Teoria jest lustrem, w którym system się przegląda i za pomocą którego donosi się do siebie, swojej kompleksowości i relacji z otoczeniem. Rożne systemy mają swoje teorie (prawny - prawną…). Teoria stanowi samoopis systemu, historyczną semantykę systemu i jego autodefinicję. Chodzi tu zatem o wypracowanie zasad interpretacji oraz podejmowanie na ich podstawie strategicznych decyzji dotyczących rozwoju systemu, a nie o strukturalno-funkcjonalne teoretyzowanie. Luhmann nawiązuje do samorefleksji świadomości historycznej Hegla i Marksa. Teoria nie jest wobec systemu czymś zewnętrznym - jest jego częścią (przykładem może być teoria społeczeństwa kapitalistycznego Marksa, jednakże koncepcje Marksa nie opisywały systemu, ale kreowały go). Teoria pozwala również wydzielić to, co zalicza się do sytemu i co jest dlań swoiste, a co nie.

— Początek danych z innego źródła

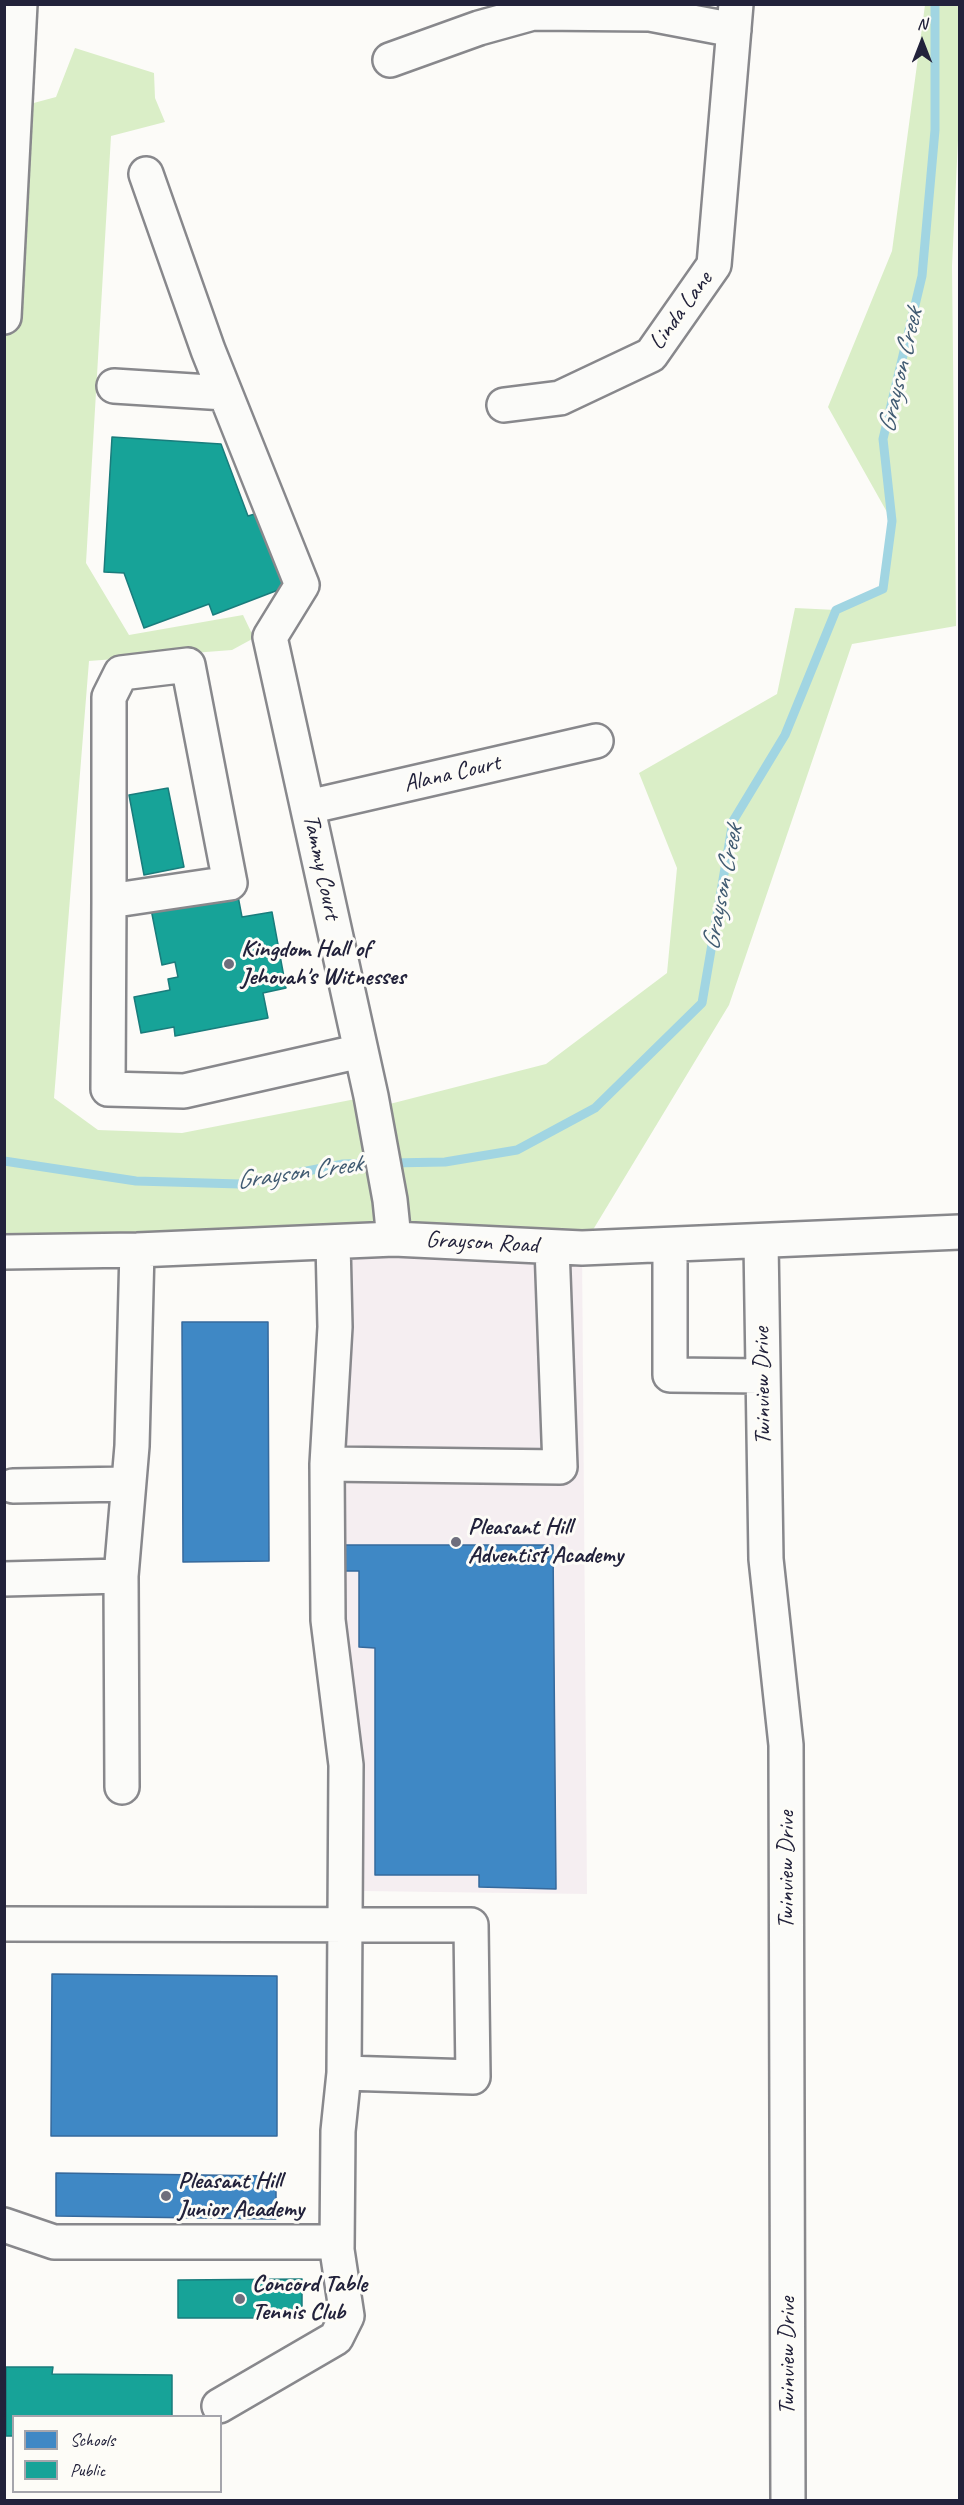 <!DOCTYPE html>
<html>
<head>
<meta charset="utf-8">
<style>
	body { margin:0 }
	#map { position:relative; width:964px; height:2505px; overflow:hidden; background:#fcfbf8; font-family:Caveat,sans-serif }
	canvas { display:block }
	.frame { position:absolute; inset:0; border:6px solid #22223b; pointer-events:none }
	.legend { position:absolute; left:12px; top:2415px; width:210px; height:78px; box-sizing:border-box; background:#fdfcf7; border:2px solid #a5a5ac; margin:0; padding:8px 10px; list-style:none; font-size:18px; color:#22223b }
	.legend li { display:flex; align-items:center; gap:12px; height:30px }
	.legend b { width:30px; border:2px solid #a5a5ac }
	.north { position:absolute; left:892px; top:12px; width:60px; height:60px; -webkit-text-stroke:4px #fdfcf7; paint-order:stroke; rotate:0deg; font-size:16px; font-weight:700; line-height:24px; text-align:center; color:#22223b }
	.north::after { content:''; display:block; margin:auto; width:21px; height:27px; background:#22223b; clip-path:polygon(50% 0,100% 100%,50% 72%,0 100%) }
</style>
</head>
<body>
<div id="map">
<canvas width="964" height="2505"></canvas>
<div class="frame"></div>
<ul class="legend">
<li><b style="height:16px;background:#3f88c5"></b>Schools</li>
<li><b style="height:16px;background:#17a398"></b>Public</li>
</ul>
<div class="north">N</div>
</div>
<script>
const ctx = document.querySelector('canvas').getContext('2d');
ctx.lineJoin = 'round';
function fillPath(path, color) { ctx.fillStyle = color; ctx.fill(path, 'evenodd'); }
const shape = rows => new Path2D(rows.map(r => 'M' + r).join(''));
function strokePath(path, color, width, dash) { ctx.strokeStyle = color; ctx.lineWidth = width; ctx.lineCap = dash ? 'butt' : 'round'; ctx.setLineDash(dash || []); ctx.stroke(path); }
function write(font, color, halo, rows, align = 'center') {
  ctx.font = font + ' Caveat,sans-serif'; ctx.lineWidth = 6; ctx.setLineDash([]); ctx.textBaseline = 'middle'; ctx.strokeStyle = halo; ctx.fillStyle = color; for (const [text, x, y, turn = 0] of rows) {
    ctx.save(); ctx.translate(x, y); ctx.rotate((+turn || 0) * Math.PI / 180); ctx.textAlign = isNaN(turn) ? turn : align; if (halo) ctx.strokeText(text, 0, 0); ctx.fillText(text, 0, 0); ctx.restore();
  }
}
fillPath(shape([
	[333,1242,582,1248,587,1894,363,1891,345,1878]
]), '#f5eef1');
fillPath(shape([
	[925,5,959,5,959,119,952,266,956,626,852,644,729,1005,582,1248,5,1252,4,317,15,108,56,97,75,48,154,73,155,98,165,122,111,136,86,563,129,635,243,615,254,638,232,650,89,661,54,1098,98,1130,182,1133,371,1096,374,1108,546,1064,667,973,677,868,639,773,777,694,795,608,836,610,883,589,892,521,828,407,892,251]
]), '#daeec7');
const schools = shape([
	[182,1322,268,1322,269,1561,183,1562,182,1322],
	[341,1545,553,1545,556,1889,479,1887,479,1875,375,1875,375,1648,359,1647,359,1571,341,1571,341,1545],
	[52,1974,277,1976,277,2136,51,2136,52,1974],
	[56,2173,276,2176,276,2219,56,2216,56,2173]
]);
fillPath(schools, '#3f88c5');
strokePath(schools, '#36699c', 1.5);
const public = shape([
	[112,437,221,444,248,516,258,513,286,587,213,615,209,604,144,628,124,573,104,572,112,437],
	[168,788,184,867,144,875,129,795,168,788],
	[237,891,242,917,272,912,286,988,263,993,268,1018,175,1036,174,1027,141,1033,134,997,170,990,168,979,178,977,175,962,162,965,151,909,237,891],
	[302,2279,302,2318,178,2318,178,2280,302,2279],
	[6,2367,53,2367,52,2374,172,2375,172,2416,14,2416,14,2436,6,2436,6,2367]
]);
fillPath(public, '#17a398');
strokePath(public, '#1a7c7c', 1.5);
strokePath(shape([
	[4,1161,136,1181,240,1184,343,1164,376,1163],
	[390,1163,445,1162,517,1150,595,1108,702,1003,733,821,785,735,836,610,883,589,892,521,883,439,922,276,935,130,935,4]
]), '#a1d5e2', 9);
const minor = shape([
	[390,60,479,28,533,13,650,14,734,30],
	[146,174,208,350,302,585,270,637,371,1096,390,1200,394,1239],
	[114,386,225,393],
	[504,405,560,398,651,355,714,265,736,4],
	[308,807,596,741],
	[109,901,230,883,188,665,121,673,109,697,109,901,108,1089,184,1091,361,1051],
	[761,1242,766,1559,786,1745,788,2500],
	[670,1245,670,1375,763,1376],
	[4,1252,137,1250,394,1239,582,1248,960,1232],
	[327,1464,560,1467,552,1247],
	[13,1486,128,1484],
	[121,1576,122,1787],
	[4,1579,121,1576,132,1446,137,1250],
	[4,1924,471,1925,473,2077,344,2073],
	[4,2225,54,2242,337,2242],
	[219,2406,336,2338,347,2316,337,2250,338,2131,344,2073,346,1765,328,1620,327,1464,335,1327,333,1242]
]);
const major = shape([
	[4,317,20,4]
]);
strokePath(minor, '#88888c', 38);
strokePath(major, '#88888c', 38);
strokePath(minor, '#fbfbf9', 33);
strokePath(major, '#fbfbf9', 33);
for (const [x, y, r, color] of [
	[229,964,6,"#6e6e7d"],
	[456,1542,6,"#6e6e7d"],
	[166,2196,6,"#6e6e7d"],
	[240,2299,6,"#6e6e7d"]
]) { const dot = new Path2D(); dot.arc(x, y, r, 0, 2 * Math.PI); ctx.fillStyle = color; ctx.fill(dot); strokePath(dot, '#fdfcf7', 2); }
write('24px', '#22223b', '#fdfcf7', [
	["Linda Lane",681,311,-54],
	["Alana Court",452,774,-13],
	["Tammy Court",321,867,78],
	["Grayson Road",482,1243,3],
	["Twinview Drive",763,1386,-91],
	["Twinview Drive",787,1870,-90],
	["Twinview Drive",788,2356,-90]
]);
write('bold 24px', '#22223b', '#fdfcf7', [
	["Kingdom Hall of",241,950],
	["Jehovah's Witnesses",241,978],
	["Pleasant Hill",468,1528],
	["Adventist Academy",468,1556],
	["Pleasant Hill",178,2182],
	["Junior Academy",178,2210],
	["Concord Table",252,2285],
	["Tennis Club",252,2313]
], 'left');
write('italic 26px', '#415b72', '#fdfcf7', [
	["Grayson Creek",901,371,-77],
	["Grayson Creek",723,888,-79],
	["Grayson Creek",299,1173,-8]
]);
</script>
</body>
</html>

Tezy Luhmanna dotyczą ewolucji systemów społecznych. Zgodnie z jego pomysłami społeczeństwa rozwijają się w kierunku coraz silniejszego uzależnienia od polityki - proces inkluzji politycznej. System polityczny obejmuje swoim wpływem coraz szersze przestrzenie społecznego życia, wkraczając śmiało również w prywatne sfery życia obywateli (państwo terapeutyczne). Luhmann pyta, czy to jest OK.? Procesowi inkluzji politycznej towarzyszą procesy jurydyzacji życia społecznego, polegające na coraz głębszej ingerencji prawa w życie obywateli i wypierania przez prawo norm moralnych czy religijnych., s. 16. Dochodzą do tego procesy szczególnego rodzaju racjonalizacji i wzrostu znaczenia nauk społecznych oraz fachowych ekspertyz. Inkluzja polityczna niesie za sobą niebezpieczeństwo totalizacji życia społecznego, natomiast wzrost znaczenia nauki społecznej - infantylizacje obywateli.

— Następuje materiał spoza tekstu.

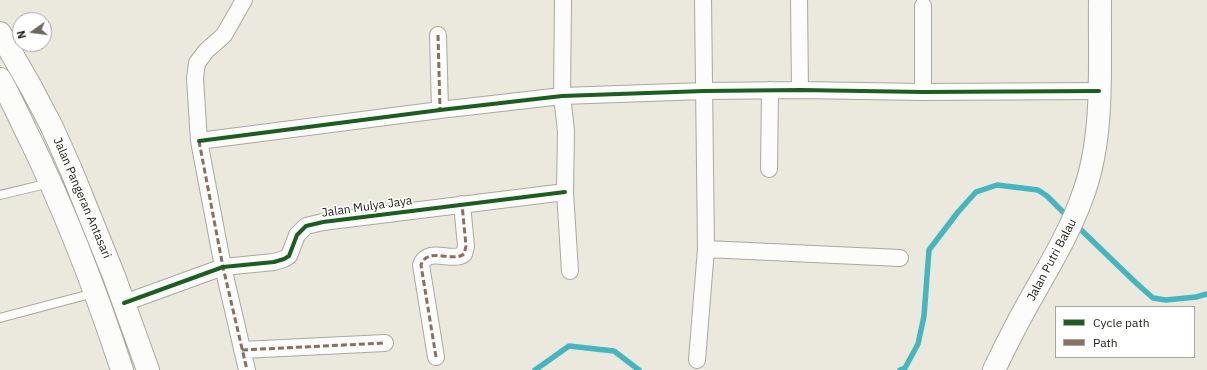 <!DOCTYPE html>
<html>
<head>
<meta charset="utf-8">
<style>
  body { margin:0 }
  #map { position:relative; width:1207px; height:370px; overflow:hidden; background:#ebe8de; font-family:"IBM Plex Sans",sans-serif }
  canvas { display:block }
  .legend { position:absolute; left:1055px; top:306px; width:140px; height:52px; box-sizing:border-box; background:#fff; border:1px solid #a7a6a3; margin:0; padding:5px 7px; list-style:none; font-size:12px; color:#23211a }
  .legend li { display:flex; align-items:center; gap:8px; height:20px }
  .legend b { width:20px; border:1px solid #a7a6a3 }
  .north { position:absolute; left:12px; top:12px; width:40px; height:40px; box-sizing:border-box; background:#fff; border:1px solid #a7a6a3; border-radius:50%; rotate:256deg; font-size:11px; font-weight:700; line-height:16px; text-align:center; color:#23211a }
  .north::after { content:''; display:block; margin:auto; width:14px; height:18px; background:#69675f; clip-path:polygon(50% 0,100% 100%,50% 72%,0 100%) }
</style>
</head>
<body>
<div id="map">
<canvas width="1207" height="370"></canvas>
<ul class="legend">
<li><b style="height:5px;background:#1b5e20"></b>Cycle path</li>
<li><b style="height:5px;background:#8d6e63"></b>Path</li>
</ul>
<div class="north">N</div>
</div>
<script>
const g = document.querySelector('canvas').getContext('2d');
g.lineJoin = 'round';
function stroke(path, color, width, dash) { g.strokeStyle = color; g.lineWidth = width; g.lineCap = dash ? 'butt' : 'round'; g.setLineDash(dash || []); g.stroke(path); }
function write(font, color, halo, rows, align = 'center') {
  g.font = font + ' "IBM Plex Sans",sans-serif'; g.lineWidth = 3; g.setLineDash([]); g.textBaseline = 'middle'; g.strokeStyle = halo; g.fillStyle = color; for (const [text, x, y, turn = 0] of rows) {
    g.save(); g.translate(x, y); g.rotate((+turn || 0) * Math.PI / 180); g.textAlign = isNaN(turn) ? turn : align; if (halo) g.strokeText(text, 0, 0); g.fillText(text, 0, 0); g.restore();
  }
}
const stream = new Path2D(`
  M1076,225L1134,281L1153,298L1166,300L1196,297L1207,294
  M535,370L569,346L614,351L639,370
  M900,370L905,368L918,344L924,316L929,250L958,212L976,192L997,185L1038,190L1047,196L1069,218`);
const service = new Path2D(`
  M0,195L50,183
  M0,318L94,293`);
const minor = new Path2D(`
  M244,0L224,35L206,51L197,63L195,78L199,141L223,267L247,370
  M563,0L562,96L566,131L565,192L570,271
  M799,0L800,90
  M438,35L440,110
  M923,92V6
  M199,141L440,110L562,96L704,91L800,90L923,92L1099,91
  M769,169L770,90
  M706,249L900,258
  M124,303L223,267L274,262L284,259L289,256L297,235L306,226L323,222L565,192
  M242,350L385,343
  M436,357L421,265C427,246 453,263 464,254L466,246L462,204
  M697,360L706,249L703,0`);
const secondary = new Path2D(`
  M994,370C1001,355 1009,339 1017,324C1040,280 1068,239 1084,192C1105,133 1099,62 1100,0`);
const primary = new Path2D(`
  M0,33L32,89L52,127L72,172L114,276L148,370
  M0,79C11,98 20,119 30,139C66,213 96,291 122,370`);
const quiet = new Path2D(`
  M438,35L440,110
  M199,141L223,267L247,370
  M242,350L385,343
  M436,357L421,265C427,246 453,263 464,254L466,246L462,204`);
const cycleway = new Path2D(`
  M199,141L440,110L562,96L704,91L800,90L923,92L1099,91
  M124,303L223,267L274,262L284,259L289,256L297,235L306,226L323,222L565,192`);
const streetNames = [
  ["Jalan Pangeran Antasari",82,198,67],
  ["Jalan Mulya Jaya",367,207,-8],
  ["Jalan Putri Balau",1052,260,-62]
];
stroke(stream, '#46b6be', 5.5);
stroke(service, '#aaa8a0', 10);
stroke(minor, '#aaa8a0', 18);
stroke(secondary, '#aaa8a0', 24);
stroke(primary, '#aaa8a0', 24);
stroke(service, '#fcfcfa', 8);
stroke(minor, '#fcfcfa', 16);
stroke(secondary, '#fcfcfa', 22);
stroke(primary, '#fcfcfa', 22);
stroke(quiet, '#8d6e63', 3, [6, 3]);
stroke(cycleway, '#1b5e20', 4);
write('12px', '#23211a', '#fff', streetNames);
</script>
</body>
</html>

Niklas Luhmann, Teoria polityczna państwa bezpieczeństwa socjalnego: państwo jest jednym z systemów funkcjonowania społeczeństwa. Społeczeństwo zaś, to system nadrzędny porządkujący możliwe układy komunikacyjne, ponieważ nie składa się ono z ludzi, a międzyludzkich układów komunikacyjnych. Zatem rozwój społeczny to wzrost społecznych możliwości komunikacyjnych. Poszczególne subsystemy aktualizują społeczeństwo w jakimś specyficznym aspekcie. Subsystemy są dla siebie wzajemnie środowiskiem. Nowoczesne społeczeństwo charakteryzuje się dominująca rolą różnicowania funkcjonalnego (Spencer). Prawo, pieniądz i nauka pozwoliły osiągnąć człowiekowi nieprawdopodobne rezultaty komunikacyjne. W dzisiejszym świecie nastąpiło rozproszenie centrów organizujących społeczeństwo (kiedyś była np. religia, polityka). Zasadnicze pytanie: czy można zostać przy modelu społeczeństwa, w którym nie ma centrum zarządzającego? Czy może należy odpowiedzialnością ponownie obarczyć politykę? Luhmann uważa, że nie można. Luhmann zakłada, że znaczenie wewnętrznego różnicowanie systemów będzie malało, natomiast najważniejszym czynnikiem będzie oddziaływanie środowiska (eksternalizacja samoreferencyjności - ES)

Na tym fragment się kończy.